According to a recent report, only 24% of households receiving weekly or fortnightly Working for Families payments were correctly assessed by the Inland Revenue Department (IRD) at the end of the tax year. This has resulted in over $300 million in outstanding debt, with many families struggling to repay the amounts they owe. The government has proposed a quarterly assessment system to adjust payments more frequently and reduce the risk of overpayments or underpayments.
Fleur Howard, CEO of FinCap, has raised serious concerns about the potential impact of this change on vulnerable families. While she acknowledges that a quarterly assessment period is an improvement over the current system, she warns that the proposed design may not be suitable for all families, particularly those already experiencing financial instability. Howard emphasized that the current system is not adequate to cover basic living expenses, and the proposed changes could make the situation worse for some households.
One example highlighted in the government's discussion document illustrates the potential risks. A sole parent who takes on temporary work for a short period may see her Working for Families credits reduced by $130 per week for the following quarter, even if she is no longer working. This is due to the system using income data from the previous quarter, which may not reflect her current situation accurately.
Howard explained that this 'lagged income' mechanism, while designed to ensure accuracy, could leave families in a worse financial position. She stressed that many families rely on timely payments to cover essential expenses, and any delay or reduction in support could lead to increased hardship. Similar concerns apply to families who lose their jobs and are forced to rely on benefits, as their reduced income may not be reflected in the Working for Families calculation for another quarter.
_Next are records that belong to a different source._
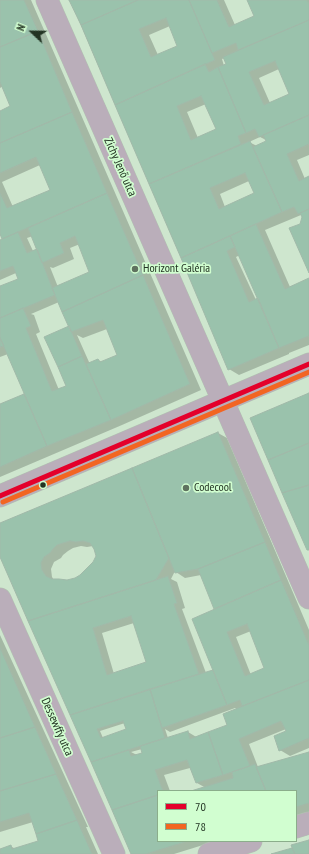 <!DOCTYPE html>
<meta charset="utf-8">
<style>
body{margin:0}
#map{position:relative;width:309px;height:854px;overflow:hidden;background:#cee6ce;font-family:"PT Sans Narrow",sans-serif}
canvas{display:block}
.legend{position:absolute;left:157px;top:790px;width:140px;height:52px;box-sizing:border-box;background:#d1fed0;border:1px solid #8bad8b;margin:0;padding:5px 7px;list-style:none;font-size:12px;color:#233423}
.legend li{display:flex;align-items:center;gap:8px;height:20px}
.legend b{width:20px;border:1px solid #8bad8b}
.north{position:absolute;left:12px;top:12px;width:40px;height:40px;-webkit-text-stroke:3px #d1fed0;paint-order:stroke;rotate:292deg;font-size:11px;font-weight:700;line-height:16px;text-align:center;color:#233423}
.north::after{content:'';display:block;margin:auto;width:14px;height:18px;background:#233423;clip-path:polygon(50% 0,100% 100%,50% 72%,0 100%)}
</style>
<div id="map">
<canvas width="309" height="854"></canvas>
<ul class="legend">
<li><b style="height:5px;background:#e4002b"></b>70</li>
<li><b style="height:5px;background:#f26522"></b>78</li>
</ul>
<div class="north">N</div>
</div>
<script>
const c = document.querySelector('canvas').getContext('2d');
c.lineJoin = 'round';
function fill(path, color) { c.fillStyle = color; c.fill(path, 'evenodd'); }
const poly = rows => new Path2D(rows.map(r => 'M' + r).join(''));
function trace(path, color, width, dash) { c.strokeStyle = color; c.lineWidth = width; c.lineCap = dash ? 'butt' : 'round'; c.setLineDash(dash || []); c.stroke(path); }
function drawText(font, color, halo, rows, align = 'center') {
  c.font = font + ' "PT Sans Narrow",sans-serif'; c.lineWidth = 3.5; c.setLineDash([]); c.textBaseline = 'middle'; c.strokeStyle = halo; c.fillStyle = color; for (const [text, x, y, turn = 0] of rows) {
    c.save(); c.translate(x, y); c.rotate((+turn || 0) * Math.PI / 180); c.textAlign = isNaN(turn) ? turn : align; if (halo) c.strokeText(text, 0, 0); c.fillText(text, 0, 0); c.restore();
  }
}
fill(poly([
 [0,0,31,0,201,390,122,425,0,477,0,405,26,394,8,354,0,357,0,287,20,279,16,273,0,280,0,241,5,239,3,238,1,235,0,235,0,112,12,107,3,86,0,88],
 [40,165,51,190,13,207,2,182],
 [33,236,38,250,33,251,27,238],
 [80,244,90,272,58,287,50,267,53,268,74,259,70,248],
 [59,302,70,326,68,386,59,390,36,334,40,332,34,315,31,314],
 [107,329,118,355,102,362,98,360,92,363,89,362,77,335,83,338],
 [70,0,224,0,235,25,255,16,248,0,309,0,309,155,297,160,305,179,309,177,309,271,301,225,303,216,301,215,265,230,290,287,309,279,309,345,289,353,289,354,239,375,229,369],
 [170,26,179,46,158,55,149,35],
 [225,58,227,64,224,66,222,59],
 [279,69,290,94,270,103,259,78],
 [206,104,217,129,198,138,187,112],
 [260,137,266,140,267,142,257,146,249,142],
 [249,181,255,194,225,207,220,194],
 [240,255,259,299,256,300,236,257],
 [218,433,227,438,309,630,309,748,290,756,280,750,287,732,286,729,249,744,258,767,309,753,309,812,296,816,296,791,194,791,206,788,197,783,190,768,164,775,170,791,158,791,158,841,216,841,174,854,132,854,0,554,0,524],
 [81,546,87,547,93,546,97,556,94,563,81,576,75,579,67,581,54,580,52,577,51,569,54,562,61,558,63,555,68,551,73,548],
 [175,571,176,572,185,578,201,575,216,609,214,670,206,673,182,609,185,608,177,582,171,579],
 [134,623,147,663,114,674,102,633],
 [251,631,265,669,251,675,236,637],
 [235,708,238,710,228,725,198,738,188,732,168,738,165,729,170,732],
 [125,723,128,730,103,738,100,731],
 [142,749,144,753,137,755,131,752],
 [0,635,88,827,86,827,98,854,0,854,0,850,10,846,16,849,40,842,33,822,0,832]
]), '#0003');
const building = poly([
 [0,0,24,0,38,31,0,47,0,0],
 [69,0,138,0,81,25,69,0],
 [138,0,189,0,215,60,115,105,81,25,138,0],
 [166,18,177,46,151,57,139,29,166,18],
 [189,0,217,0,229,27,254,16,247,0,307,0,309,4,309,20,238,50,236,43,212,53,189,0],
 [309,20,309,115,259,137,255,129,246,133,218,67,226,64,223,57,309,20],
 [275,61,289,94,264,105,249,72,275,61],
 [38,31,72,112,0,143,0,111,10,106,0,82,0,47,38,31],
 [205,64,209,72,218,67,246,133,238,136,241,144,149,184,115,105,205,64],
 [201,96,216,129,191,140,177,106,201,96],
 [72,112,107,193,2,239,0,234,0,193,7,208,50,190,36,157,0,173,0,143,72,112],
 [309,115,309,144,287,154,299,181,309,176,309,209,298,214,294,207,282,212,253,147,266,141,263,135,309,115],
 [250,141,282,212,181,258,149,184,250,141],
 [245,173,254,193,219,209,210,188,245,173],
 [107,193,143,275,62,312,52,288,89,272,75,236,60,243,64,253,42,263,28,228,107,193],
 [309,209,309,273,289,228,300,224,302,217,300,213,309,209],
 [256,224,285,289,309,278,309,336,279,348,230,236,256,224],
 [18,232,27,253,37,249,55,295,0,318,0,286,18,279,13,266,0,271,0,240,18,232],
 [230,236,235,247,227,251,249,302,258,298,279,348,228,370,181,258,230,236],
 [143,275,190,384,111,420,86,364,98,359,100,362,117,355,103,320,71,332,62,312,143,275],
 [23,308,31,326,26,328,52,391,66,386,58,367,82,356,111,420,47,446,0,338,0,318,23,308],
 [69,326,82,356,58,367,44,337,69,326],
 [0,338,4,346,0,347,0,338],
 [309,393,309,443,268,460,250,418,309,393],
 [24,394,47,446,0,467,0,404,24,394],
 [218,432,265,542,198,569,175,573,132,468,218,432],
 [309,443,309,485,282,493,268,460,309,443],
 [132,468,169,558,156,580,28,621,0,557,0,523,132,468],
 [70,541,76,542,83,541,90,543,94,549,96,556,93,562,80,575,75,578,67,580,59,579,52,579,46,576,42,570,41,563,44,557,50,553,53,549,57,545,63,543,70,541],
 [309,485,309,550,307,550,282,493,309,485],
 [265,542,281,580,214,609,198,569,265,542],
 [168,576,177,603,174,604,199,674,70,715,28,621,168,576],
 [131,616,146,662,107,675,93,628,131,616],
 [281,580,309,645,309,680,242,706,240,700,227,705,192,619,281,580],
 [247,624,264,668,245,676,227,632,247,624],
 [0,648,35,727,0,738,0,648],
 [213,670,227,705,162,728,150,689,213,670],
 [309,680,309,738,279,751,274,736,286,731,281,721,239,739,250,766,223,775,208,732,227,725,223,714,309,680],
 [150,689,165,738,91,762,70,715,150,689],
 [123,721,126,729,101,738,97,729,123,721],
 [35,727,56,774,0,791,0,738,35,727],
 [188,731,190,739,208,732,223,775,196,783,187,760,155,770,163,791,158,791,158,795,112,810,91,762,129,750,131,756,142,753,140,746,188,731],
 [309,752,309,803,296,807,296,791,266,791,256,767,309,752],
 [255,764,266,791,191,791,233,778,232,772,255,764],
 [56,774,77,820,36,834,29,813,0,822,0,791,56,774],
 [158,795,158,841,188,841,146,854,131,854,112,810,158,795],
 [77,820,92,854,0,854,0,849,11,845,12,849,38,841,36,834,77,820],
 [309,840,309,854,295,854,291,845,309,840],
 [292,848,295,854,271,854,292,848]
]);
fill(building, '#9ac2ac');
trace(building, '#a1b9a9', 1);
const minor = poly([
 [47,0,223,401,309,598],
 [0,496,309,364],
 [0,599,114,854],
 [296,827,309,823],
 [209,854,251,841]
]);
trace(minor, '#b1c4b1', 23);
trace(minor, '#baaeba', 22);
trace(poly([
 [0,496,309,364]
]), '#e4002b', 5);
trace(poly([
 [3,502,309,372]
]), '#f26522', 5);
for (const [x, y, r, color] of [
 [135,269,4,"#5f725f"],
 [43,485,3.5,"#233423"],
 [186,488,4,"#5f725f"]
]) { const dot = new Path2D(); dot.arc(x, y, r, 0, 2 * Math.PI); c.fillStyle = color; c.fill(dot); trace(dot, '#d1fed0', 1.5); }
drawText('12px', '#233423', '#d1fed0', [
 ["Zichy Jenő utca",120,167,66],
 ["Dessewffy utca",57,727,66]
]);
drawText('12px', '#233423', '#d1fed0', [
 ["Horizont Galéria",143,269],
 ["Codecool",194,488]
], 'left');
</script>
Howard proposed a potential solution: adjusting the quarterly assessment period to look forward rather than backward. This would allow for more accurate and timely payments, particularly in situations where income fluctuates rapidly. She urged the government to consider the long-term impact of the proposed changes on vulnerable families and to ensure that the system is both responsive and fair.
As the government continues to review the Working for Families scheme, it remains to be seen whether these concerns will be addressed. For now, many families are left in limbo, unsure of how the changes will affect their financial stability.